Data supplied section start

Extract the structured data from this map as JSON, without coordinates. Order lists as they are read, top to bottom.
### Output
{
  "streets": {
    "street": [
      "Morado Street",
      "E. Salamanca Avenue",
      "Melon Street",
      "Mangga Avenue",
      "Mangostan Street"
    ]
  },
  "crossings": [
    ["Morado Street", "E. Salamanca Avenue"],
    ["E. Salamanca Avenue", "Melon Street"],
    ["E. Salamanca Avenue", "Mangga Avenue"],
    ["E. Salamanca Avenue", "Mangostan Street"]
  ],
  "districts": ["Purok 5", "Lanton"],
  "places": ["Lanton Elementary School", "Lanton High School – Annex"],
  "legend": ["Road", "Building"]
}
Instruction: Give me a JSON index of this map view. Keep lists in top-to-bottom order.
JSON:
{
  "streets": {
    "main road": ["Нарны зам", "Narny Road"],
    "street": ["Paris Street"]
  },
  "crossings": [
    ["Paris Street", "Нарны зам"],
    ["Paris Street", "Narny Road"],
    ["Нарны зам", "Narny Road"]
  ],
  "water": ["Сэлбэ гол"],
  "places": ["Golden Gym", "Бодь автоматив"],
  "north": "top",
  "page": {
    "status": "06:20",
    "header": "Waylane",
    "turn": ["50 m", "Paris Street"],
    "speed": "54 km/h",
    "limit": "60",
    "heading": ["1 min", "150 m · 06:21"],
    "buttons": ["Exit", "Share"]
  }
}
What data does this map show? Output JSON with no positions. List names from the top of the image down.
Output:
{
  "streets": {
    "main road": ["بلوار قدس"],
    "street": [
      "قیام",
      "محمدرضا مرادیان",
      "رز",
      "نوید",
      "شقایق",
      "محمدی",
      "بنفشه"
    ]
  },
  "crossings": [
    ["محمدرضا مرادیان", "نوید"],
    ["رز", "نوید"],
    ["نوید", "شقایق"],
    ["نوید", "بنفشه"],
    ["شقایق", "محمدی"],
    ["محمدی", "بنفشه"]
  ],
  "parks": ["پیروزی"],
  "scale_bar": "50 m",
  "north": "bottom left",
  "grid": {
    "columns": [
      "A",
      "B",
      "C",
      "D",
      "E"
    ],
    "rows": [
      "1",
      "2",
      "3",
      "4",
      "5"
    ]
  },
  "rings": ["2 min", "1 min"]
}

Data supplied section end

## What needs to be done
Show all lines in the entries above where the word "lists" appears.

## Answer
Extract the structured data from this map as JSON, without coordinates. Order lists as they are read, top to bottom.
Instruction: Give me a JSON index of this map view. Keep lists in top-to-bottom order.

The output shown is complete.